PROBLEM DESCRIPTION: Each entry is to be output as written, so that none is missing.

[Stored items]

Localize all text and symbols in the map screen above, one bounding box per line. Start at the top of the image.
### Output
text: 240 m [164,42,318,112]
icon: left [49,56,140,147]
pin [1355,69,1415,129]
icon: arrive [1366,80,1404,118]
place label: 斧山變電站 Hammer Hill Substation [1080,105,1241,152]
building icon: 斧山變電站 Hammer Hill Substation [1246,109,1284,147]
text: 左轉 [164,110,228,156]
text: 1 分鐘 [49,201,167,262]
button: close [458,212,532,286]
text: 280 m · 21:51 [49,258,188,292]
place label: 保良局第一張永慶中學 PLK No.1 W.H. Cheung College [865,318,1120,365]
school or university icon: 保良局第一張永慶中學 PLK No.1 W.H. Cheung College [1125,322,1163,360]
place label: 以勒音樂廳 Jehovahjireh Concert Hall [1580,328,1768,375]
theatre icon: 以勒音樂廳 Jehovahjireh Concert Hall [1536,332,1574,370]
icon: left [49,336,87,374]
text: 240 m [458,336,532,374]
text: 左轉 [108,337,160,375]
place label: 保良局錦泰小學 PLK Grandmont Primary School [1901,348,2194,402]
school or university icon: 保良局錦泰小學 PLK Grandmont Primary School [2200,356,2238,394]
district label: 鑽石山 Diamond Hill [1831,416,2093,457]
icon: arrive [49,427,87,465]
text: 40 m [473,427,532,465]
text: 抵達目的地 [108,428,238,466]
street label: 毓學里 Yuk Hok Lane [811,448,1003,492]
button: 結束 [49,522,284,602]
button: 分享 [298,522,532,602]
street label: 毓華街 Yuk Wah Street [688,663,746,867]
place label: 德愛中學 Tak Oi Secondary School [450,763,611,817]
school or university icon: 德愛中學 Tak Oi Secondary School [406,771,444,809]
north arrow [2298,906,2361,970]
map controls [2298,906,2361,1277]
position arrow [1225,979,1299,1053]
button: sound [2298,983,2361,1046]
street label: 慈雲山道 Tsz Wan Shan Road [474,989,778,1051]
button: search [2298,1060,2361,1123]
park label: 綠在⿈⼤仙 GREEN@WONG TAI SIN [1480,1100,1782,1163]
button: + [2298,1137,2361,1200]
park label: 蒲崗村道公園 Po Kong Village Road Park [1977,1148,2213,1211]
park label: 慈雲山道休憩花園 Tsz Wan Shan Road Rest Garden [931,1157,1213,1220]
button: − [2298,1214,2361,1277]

SOLVED EXERCISE:
Localize all text and symbols in the map screen above, one bounding box per line. Start at the top of the image.
### Output
text: 240 m [164,42,318,112]
icon: left [49,56,140,147]
pin [1355,69,1415,129]
icon: arrive [1366,80,1404,118]
place label: 斧山變電站 Hammer Hill Substation [1080,105,1241,152]
building icon: 斧山變電站 Hammer Hill Substation [1246,109,1284,147]
text: 左轉 [164,110,228,156]
text: 1 分鐘 [49,201,167,262]
button: close [458,212,532,286]
text: 280 m · 21:51 [49,258,188,292]
place label: 保良局第一張永慶中學 PLK No.1 W.H. Cheung College [865,318,1120,365]
school or university icon: 保良局第一張永慶中學 PLK No.1 W.H. Cheung College [1125,322,1163,360]
place label: 以勒音樂廳 Jehovahjireh Concert Hall [1580,328,1768,375]
theatre icon: 以勒音樂廳 Jehovahjireh Concert Hall [1536,332,1574,370]
icon: left [49,336,87,374]
text: 240 m [458,336,532,374]
text: 左轉 [108,337,160,375]
place label: 保良局錦泰小學 PLK Grandmont Primary School [1901,348,2194,402]
school or university icon: 保良局錦泰小學 PLK Grandmont Primary School [2200,356,2238,394]
district label: 鑽石山 Diamond Hill [1831,416,2093,457]
icon: arrive [49,427,87,465]
text: 40 m [473,427,532,465]
text: 抵達目的地 [108,428,238,466]
street label: 毓學里 Yuk Hok Lane [811,448,1003,492]
button: 結束 [49,522,284,602]
button: 分享 [298,522,532,602]
street label: 毓華街 Yuk Wah Street [688,663,746,867]
place label: 德愛中學 Tak Oi Secondary School [450,763,611,817]
school or university icon: 德愛中學 Tak Oi Secondary School [406,771,444,809]
north arrow [2298,906,2361,970]
map controls [2298,906,2361,1277]
position arrow [1225,979,1299,1053]
button: sound [2298,983,2361,1046]
street label: 慈雲山道 Tsz Wan Shan Road [474,989,778,1051]
button: search [2298,1060,2361,1123]
park label: 綠在⿈⼤仙 GREEN@WONG TAI SIN [1480,1100,1782,1163]
button: + [2298,1137,2361,1200]
park label: 蒲崗村道公園 Po Kong Village Road Park [1977,1148,2213,1211]
park label: 慈雲山道休憩花園 Tsz Wan Shan Road Rest Garden [931,1157,1213,1220]
button: − [2298,1214,2361,1277]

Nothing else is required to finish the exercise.